Ienaics Approach In Separation Chemistry Towards Greener Recycling
The basic process used in hydrometallurgy for decontaminating solvents and recycling metals is called Liquid-to-liquid extraction. Until now, theories and operating feedbacks that are only partly understood were the basis of “recipes” used in chemical processes. There are no chemical or physical prediction models available to optimize experiments, especially in the case of multiple extractants.
Researchers at the Institute of Separative Chemistry at Marcoll and their foreign partners successfully identified the synergy between extractants, a phenomenon known to exist since the 1960s, but not yet explained.
This approach, called the ienaics approach, provides new insight into the chemical and physical interactions that occur within a solution even beyond its immediate neighbors. To do this, the experiments and measurements were done ten times more accurately than they have been published to date were carried out using an instrumented benchmark at Markol and deployed at the Scarce Laboratory in Singapore.
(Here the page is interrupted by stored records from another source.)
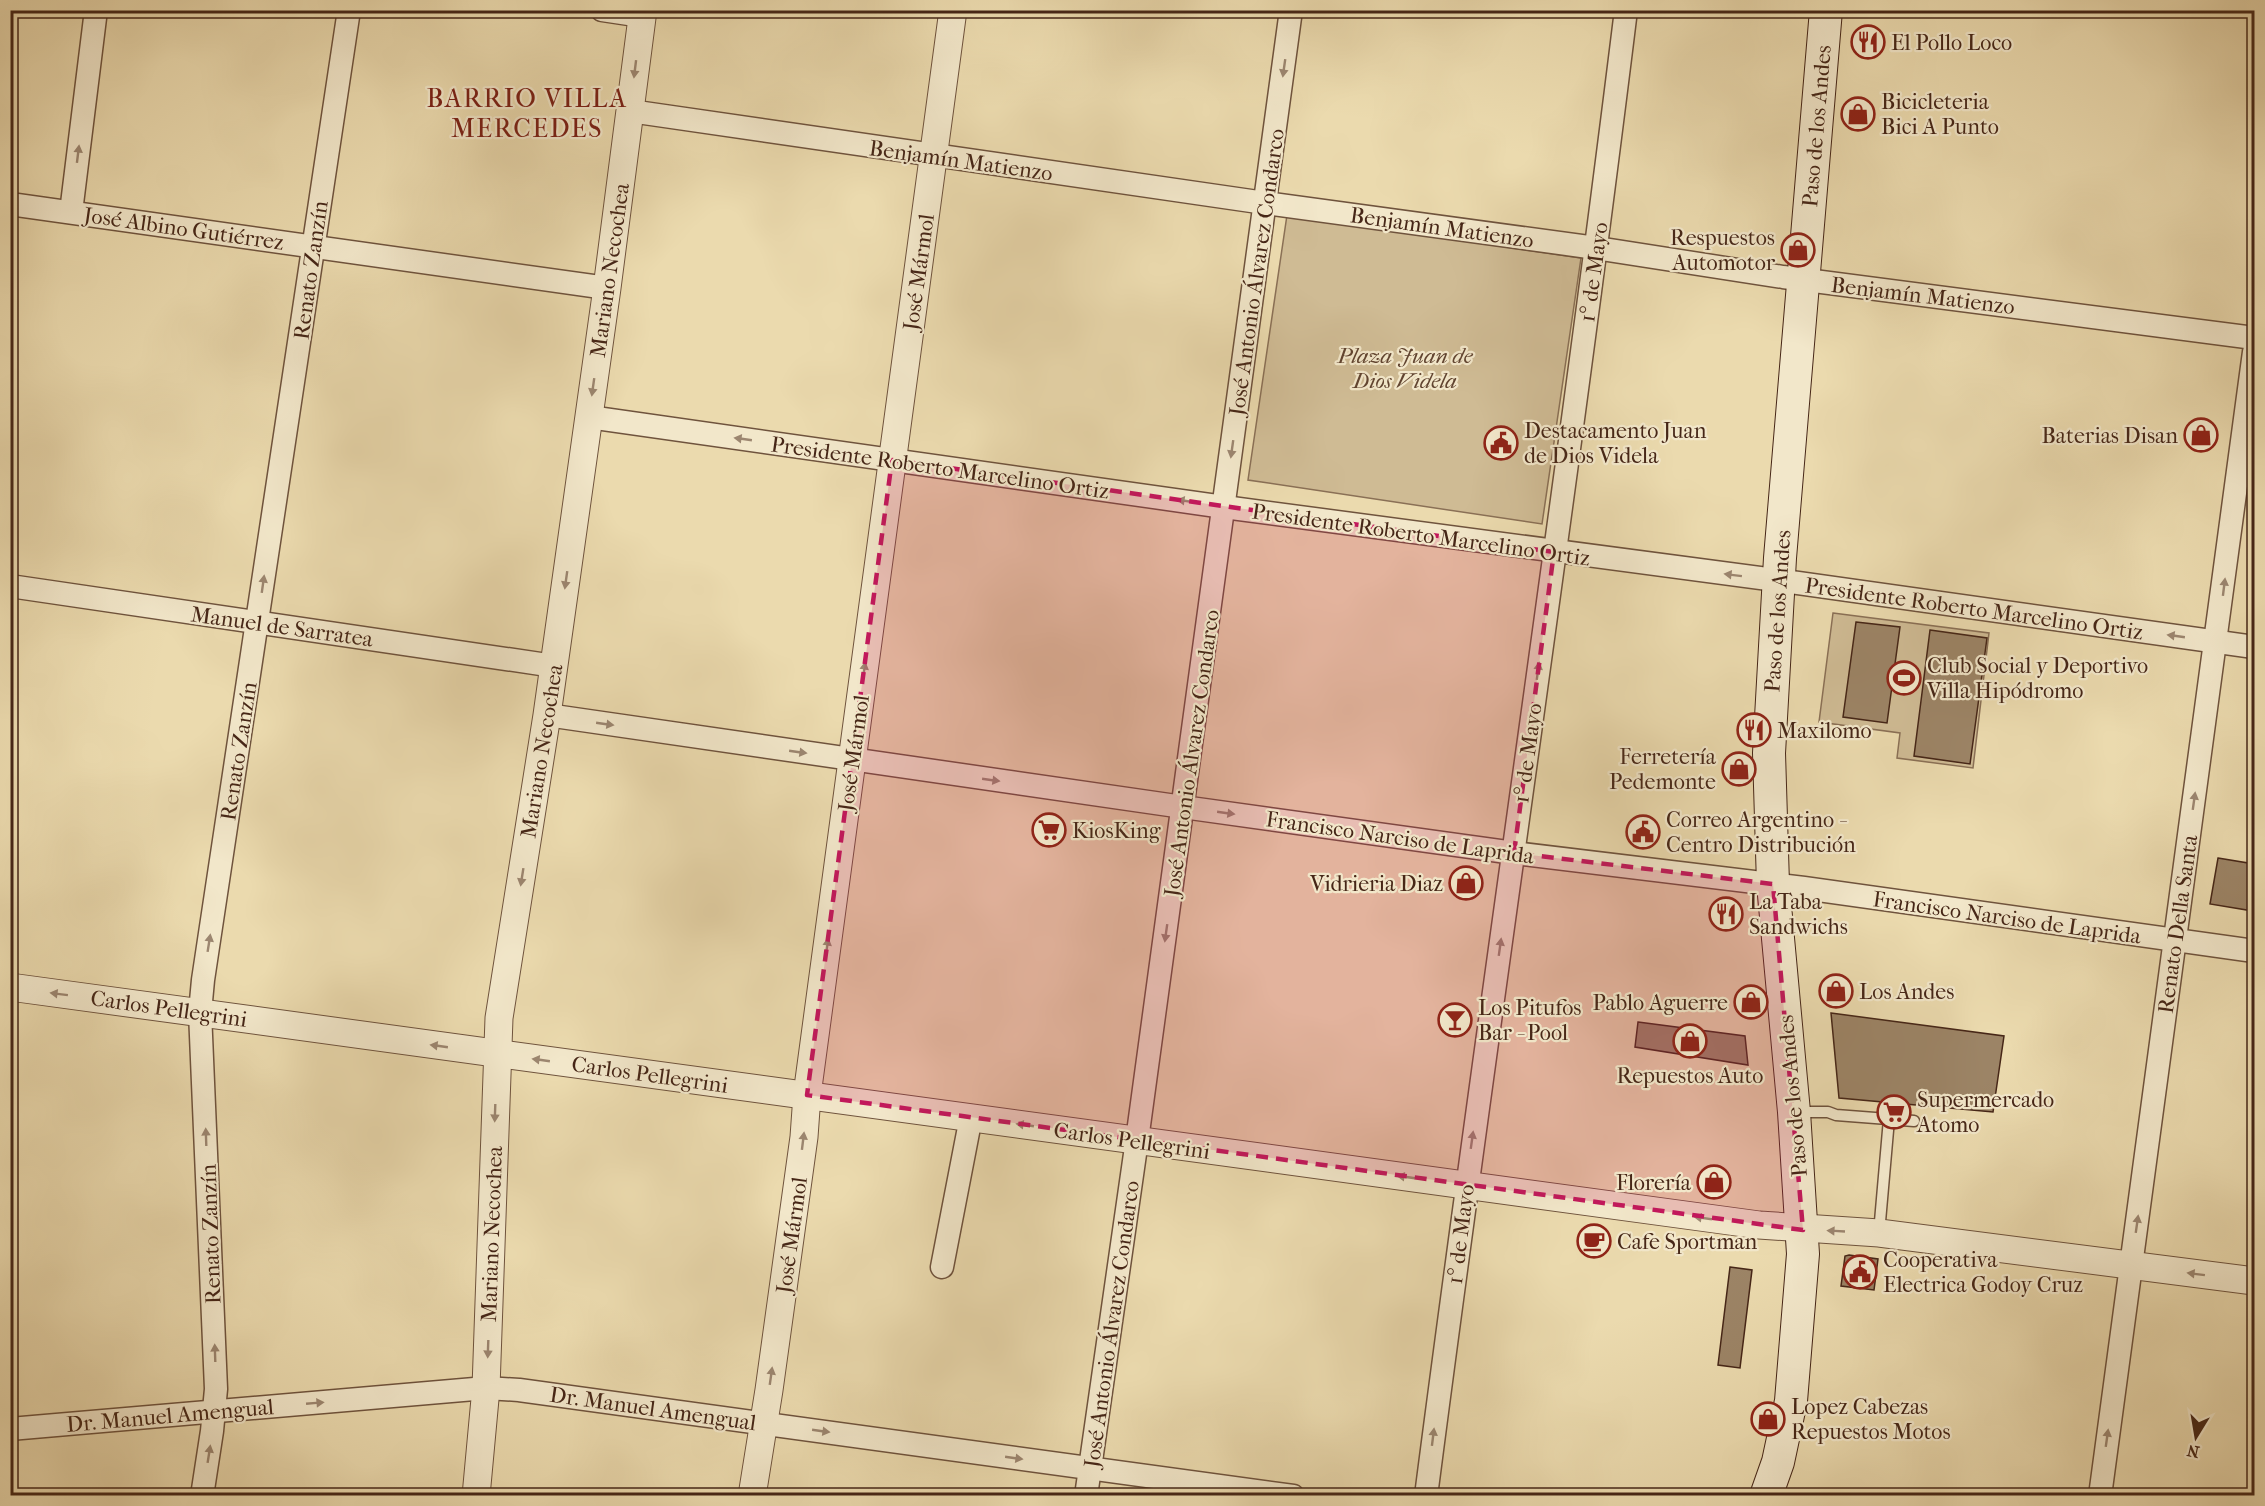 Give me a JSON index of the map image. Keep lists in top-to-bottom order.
{
  "streets": {
    "main road": ["Paso de los Andes"],
    "street": [
      "Benjamín Matienzo",
      "José Albino Gutiérrez",
      "Renato Zanzín",
      "Mariano Necochea",
      "José Mármol",
      "José Antonio Álvarez Condarco",
      "1° de Mayo",
      "Presidente Roberto Marcelino Ortiz",
      "Manuel de Sarratea",
      "Francisco Narciso de Laprida",
      "Renato Della Santa",
      "Carlos Pellegrini",
      "Dr. Manuel Amengual"
    ]
  },
  "crossings": [
    ["Paso de los Andes", "Benjamín Matienzo"],
    ["Paso de los Andes", "Presidente Roberto Marcelino Ortiz"],
    ["Paso de los Andes", "Francisco Narciso de Laprida"],
    ["Paso de los Andes", "Carlos Pellegrini"],
    ["Benjamín Matienzo", "Mariano Necochea"],
    ["Benjamín Matienzo", "José Mármol"],
    ["Benjamín Matienzo", "José Antonio Álvarez Condarco"],
    ["Benjamín Matienzo", "1° de Mayo"],
    ["José Albino Gutiérrez", "Renato Zanzín"],
    ["José Albino Gutiérrez", "Mariano Necochea"],
    ["Renato Zanzín", "Manuel de Sarratea"],
    ["Renato Zanzín", "Carlos Pellegrini"],
    ["Renato Zanzín", "Dr. Manuel Amengual"],
    ["Mariano Necochea", "Presidente Roberto Marcelino Ortiz"],
    ["Mariano Necochea", "Manuel de Sarratea"],
    ["Mariano Necochea", "Francisco Narciso de Laprida"],
    ["Mariano Necochea", "Carlos Pellegrini"],
    ["Mariano Necochea", "Dr. Manuel Amengual"],
    ["José Mármol", "Presidente Roberto Marcelino Ortiz"],
    ["José Mármol", "Francisco Narciso de Laprida"],
    ["José Mármol", "Carlos Pellegrini"],
    ["José Mármol", "Dr. Manuel Amengual"],
    ["José Antonio Álvarez Condarco", "Presidente Roberto Marcelino Ortiz"],
    ["José Antonio Álvarez Condarco", "Francisco Narciso de Laprida"],
    ["José Antonio Álvarez Condarco", "Carlos Pellegrini"],
    ["José Antonio Álvarez Condarco", "Dr. Manuel Amengual"],
    ["1° de Mayo", "Presidente Roberto Marcelino Ortiz"],
    ["1° de Mayo", "Francisco Narciso de Laprida"],
    ["1° de Mayo", "Carlos Pellegrini"],
    ["Presidente Roberto Marcelino Ortiz", "Renato Della Santa"],
    ["Francisco Narciso de Laprida", "Renato Della Santa"],
    ["Renato Della Santa", "Carlos Pellegrini"]
  ],
  "one_way": [
    "Renato Zanzín",
    "Mariano Necochea",
    "José Mármol",
    "José Antonio Álvarez Condarco",
    "1° de Mayo",
    "Presidente Roberto Marcelino Ortiz",
    "Francisco Narciso de Laprida",
    "Renato Della Santa",
    "Carlos Pellegrini",
    "Dr. Manuel Amengual"
  ],
  "districts": ["BARRIO VILLA MERCEDES"],
  "parks": ["Plaza Juan de Dios Videla"],
  "places": {
    "restaurant": ["El Pollo Loco", "Maxilomo", "La Taba Sandwichs"],
    "shop": [
      "Bicicleteria Bici A Punto",
      "Respuestos Automotor",
      "Baterias Disan",
      "Ferretería Pedemonte",
      "Vidrieria Diaz",
      "Los Andes",
      "Pablo Aguerre",
      "Repuestos Auto",
      "Florería",
      "Lopez Cabezas Repuestos Motos"
    ],
    "public building": ["Destacamento Juan de Dios Videla", "Correo Argentino - Centro Distribución", "Cooperativa Electrica Godoy Cruz"],
    "sports": ["Club Social y Deportivo Villa Hipódromo"],
    "supermarket": ["KiosKing", "Supermercado Atomo"],
    "bar": ["Los Pitufos Bar - Pool"],
    "cafe": ["Cafe Sportman"]
  },
  "north": "bottom"
}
This is the first time the efficiency of the extractant molecules and the synergy between them are quantified this rigorously.
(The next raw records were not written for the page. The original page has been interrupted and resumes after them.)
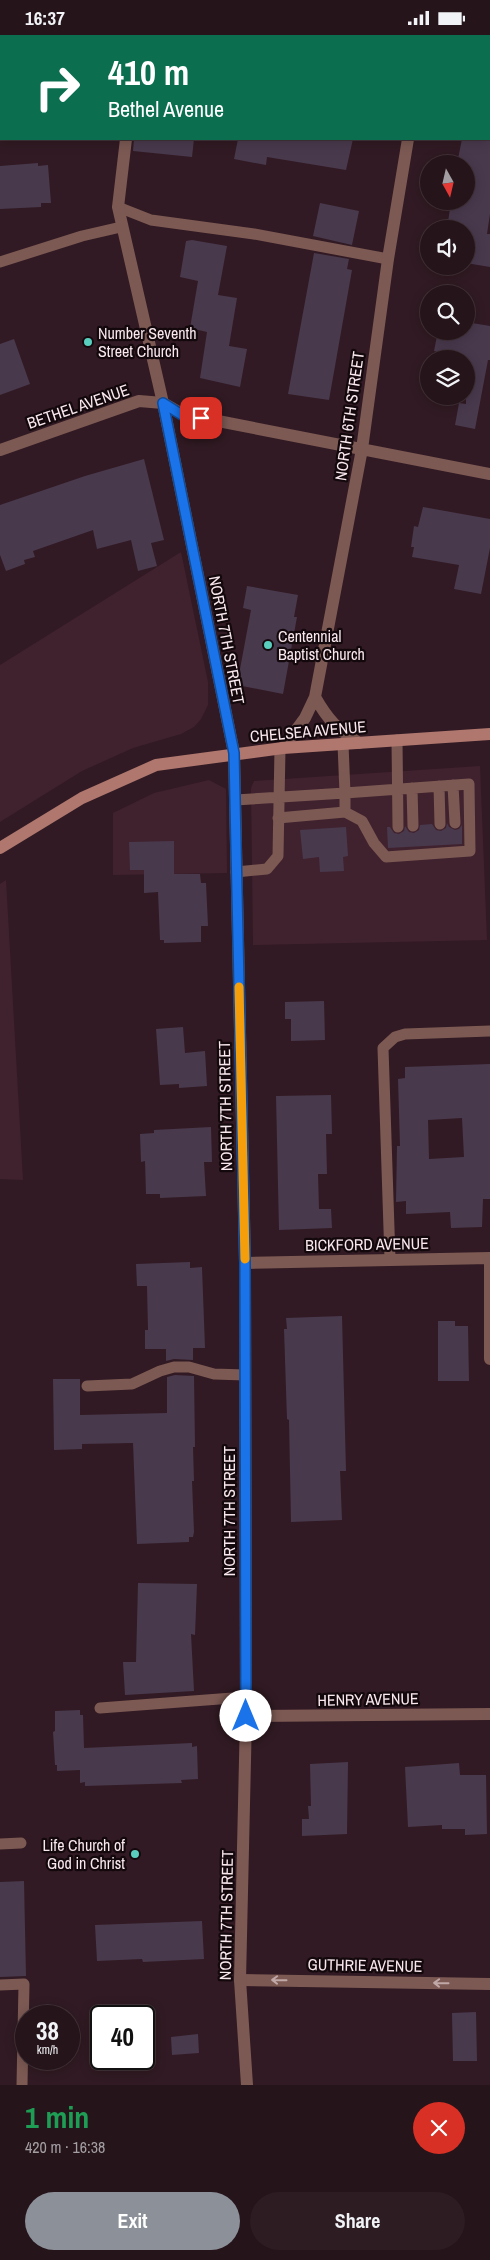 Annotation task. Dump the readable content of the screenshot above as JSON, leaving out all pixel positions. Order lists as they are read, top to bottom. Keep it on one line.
{"streets":{"main road":["CHELSEA AVENUE"],"street":["BETHEL AVENUE","NORTH 6TH STREET","NORTH 7TH STREET","BICKFORD AVENUE","HENRY AVENUE","GUTHRIE AVENUE"]},"crossings":[["BETHEL AVENUE","NORTH 6TH STREET"],["BETHEL AVENUE","NORTH 7TH STREET"],["NORTH 6TH STREET","CHELSEA AVENUE"],["NORTH 7TH STREET","CHELSEA AVENUE"],["NORTH 7TH STREET","BICKFORD AVENUE"],["NORTH 7TH STREET","HENRY AVENUE"],["NORTH 7TH STREET","GUTHRIE AVENUE"]],"one_way":["GUTHRIE AVENUE"],"places":["Number Seventh Street Church","Centennial Baptist Church","Life Church of God in Christ"],"north":"bottom","page":{"status":"16:37","turn":["410 m","Bethel Avenue"],"speed":"38 km/h","limit":"40","heading":["1 min","420 m · 16:38"],"buttons":["Exit","Share"]}} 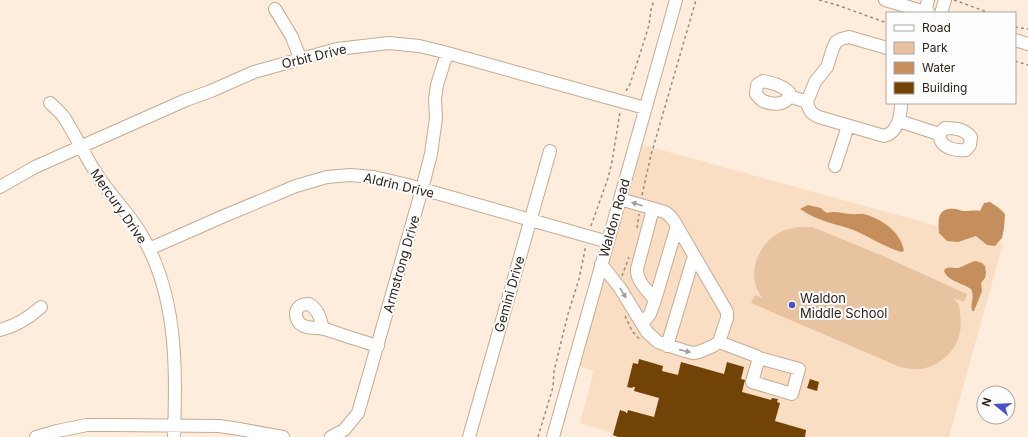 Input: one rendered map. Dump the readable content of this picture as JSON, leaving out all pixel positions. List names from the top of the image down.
{
  "streets": {
    "street": [
      "Orbit Drive",
      "Aldrin Drive",
      "Mercury Drive",
      "Waldon Road",
      "Armstrong Drive",
      "Gemini Drive"
    ]
  },
  "crossings": [
    ["Orbit Drive", "Mercury Drive"],
    ["Orbit Drive", "Waldon Road"],
    ["Orbit Drive", "Armstrong Drive"],
    ["Aldrin Drive", "Mercury Drive"],
    ["Aldrin Drive", "Waldon Road"],
    ["Aldrin Drive", "Armstrong Drive"],
    ["Aldrin Drive", "Gemini Drive"]
  ],
  "places": ["Waldon Middle School"],
  "legend": [
    "Road",
    "Park",
    "Water",
    "Building"
  ],
  "north": "left"
}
This method was patented by CEA in collaboration with CNRS and the Universities of Regensburg and Montpellier, covering the combination of conventional extractants mixed
with non-extractant molecules in the hydrotrope class. Hydrotrope class is a family of chemicals that have not been used in recycling to date but exhibit synergistic behavior that remain unidentified until now.Finally, another paper confirms the industrial use of the ienaics approach in using it as a predictive model for fluid viscosity in nuclear hydrometeorology, which is a crucial barrier to speeding up the recycling processes and in addition to the turbidity of detergents.
Ienaics approach in separation chemistry was initially focused on improving the processing of strategic and heavy metals by extraction. The approach was used to reduce the amount of effluent produced. All of this offers a new impetus for hydrometeorological processes, for example, the reuse of wind turbine magnets in France and other EU member states.
Over the next 10 years, the advancement of technology is expected to result in more efficient and environmentally acceptable extraction processes in biofuel refineries and cheaper methods for molecules to be used in the pharmaceutical industry.